Mardi 25 décembre 2007 - Jour de Noël

« Coup de grâce ». Étonnante rencontre.

Isaïe 52,7-10 - Psaume 97,1-6 - Hébreux 1,1-6 - Jean 1,1-18
mardi 25 décembre 2007.
 

« Coup de grâce ». Étonnante rencontre de mots : comment un coup pourrait-il être de grâce ? Pourtant, cette expression française dit bien ce qu’elle veut dire. Par exemple, un étalon blessé irréparablement qui ne peut supporter d’être soigné d’aucune façon est achevé par une main humaine pour que soient évitées les souffrances absurdes d’une longue agonie. Car l’animal, à l’inverse de l’homme, ne dispose pas des ressources de la raison pour comprendre ce qui lui arrive et le vivre pleinement en conscience.

Cette raison qui caractérise notre nature s’appelle “logos” en grec. C’est le mot traduit par “Verbe” dans le fameux Prologue de saint Jean que nous venons d’entendre. “Prologue” : “pro-logos”, la parole avant la parole, le texte qui précède le texte. Oui, nous fêtons aujourd’hui le Verbe préexistant de toute éternité auprès de Dieu qui s’est fait chair un jour de notre temps.
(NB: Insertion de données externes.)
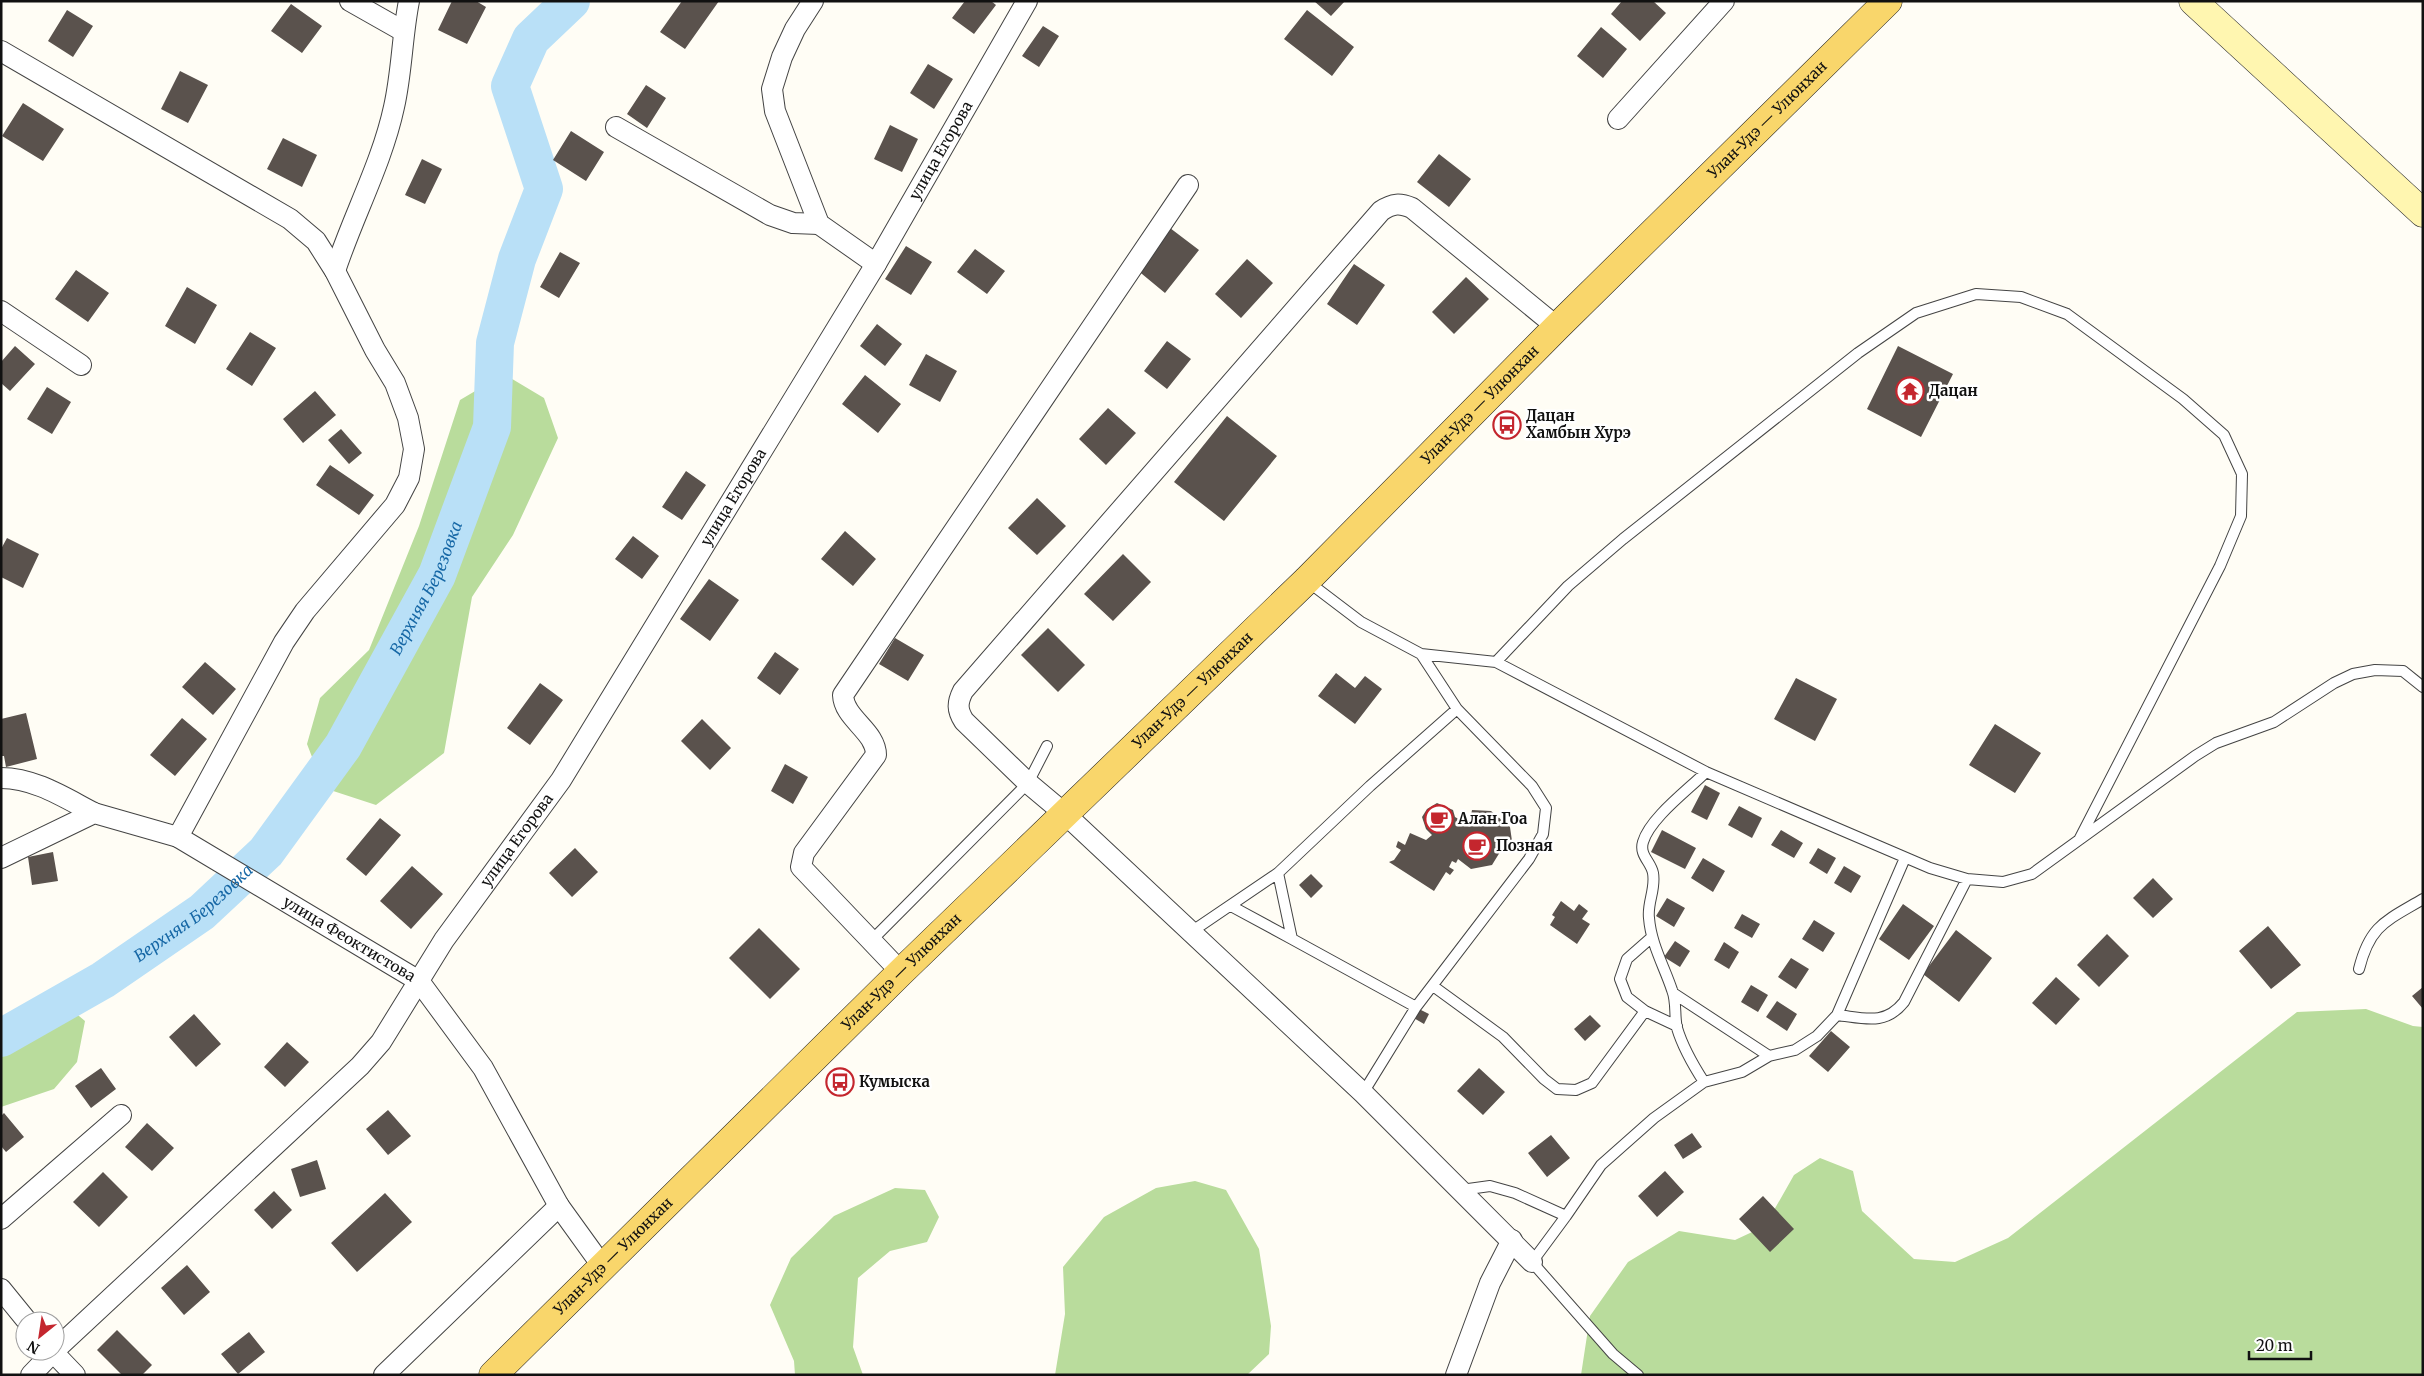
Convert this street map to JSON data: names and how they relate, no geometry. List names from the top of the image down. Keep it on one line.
{"streets":{"main road":["Улан-Удэ — Улюнхан"],"street":["улица Егорова","улица Феоктистова"]},"crossings":[["Улан-Удэ — Улюнхан","улица Феоктистова"],["улица Егорова","улица Феоктистова"]],"water":["Верхняя Березовка"],"places":{"temple":["Дацан"],"bus stop":["Дацан Хамбын Хурэ","Кумыска"],"cafe":["Алан Гоа","Позная"]},"scale_bar":"20 m","north":"bottom left"}
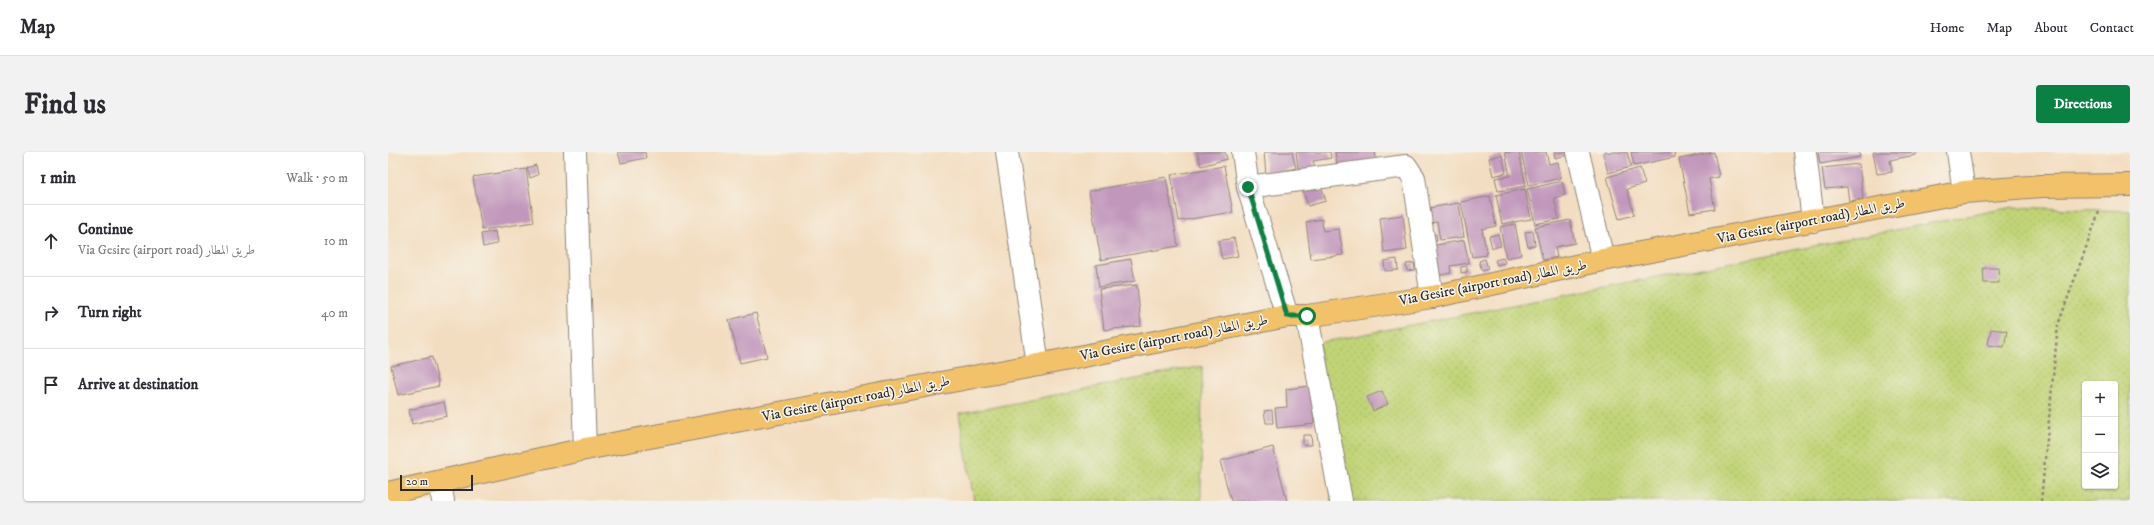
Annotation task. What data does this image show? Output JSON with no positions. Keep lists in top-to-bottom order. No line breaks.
{"streets":{"main road":["Via Gesire (airport road) طريق المطار"]},"scale_bar":"20 m","page":{"header":"Map","nav":["Home","Map","About","Contact"],"buttons":"Directions","title":"Find us","heading":["1 min","Walk · 50 m"],"list":[["Continue","Via Gesire (airport road) طريق المطار","10 m"],["Turn right","40 m"],"Arrive at destination"],"map_buttons":["+","−"],"scale":"20 m"}}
L’Incarnation est le mystère tout particulièrement stupéfiant scruté par les anges qui y perdirent leur latin, l’émerveillement inépuisable de Marie et de Joseph, l’exultation des bergers et des puissances célestes.

Quel coup de génie de Dieu, si l’on ose s’exprimer ainsi naïvement. Mais Noël n’est-il pas le temps où la naïveté est permise, pourvu qu’elle demeure de bon aloi ?

Dans ce monde où tout fut mélangé par la méchanceté du diable, le malheur au bonheur, le doute à la confiance, l’ignorance à la connaissance, la jalousie à l’amour et la peur à la dépendance, voilà que Dieu a pris la liberté de se faire homme. Confusion suprême !, serait-on tenté de se récrier : si nous ne savons plus que Dieu n’est pas un homme, nous ne savons plus rien.

Eh bien oui, mes amis, l’Incarnation est le coup de grâce porté à notre raison. Elle était blessée irréparablement : illimitée dans ses désirs de maîtrise de toute science et de toute technique, elle ne pouvait que s’éprouver sans cesse à nouveau limitée dans leur réalisation. Les plus sages se rendaient à la raison en reconnaissant qu’à mesure que grandissaient leurs connaissances, grandissait plus encore l’ignorance dont ils prenaient conscience. Les autres, en imaginant s’approcher du terme rêvé d’une connaissance absolue ne faisaient que s’enfoncer dans les délires et la folie d’une raison déraisonnable.

Le mystère de Dieu fait homme plonge la raison humaine qui l’accueille en parfaite obéissance de foi dans une obscurité pratiquement mortelle pour elle. Mais, parce que la raison de l’homme est à l’image du Logos éternel, de ce Verbe qui s’est anéanti pour se faire chair et qui s’est abaissé jusqu’à l’obéissance de la mort sur la croix, en mourant avec lui elle est appelée à renaître en lui.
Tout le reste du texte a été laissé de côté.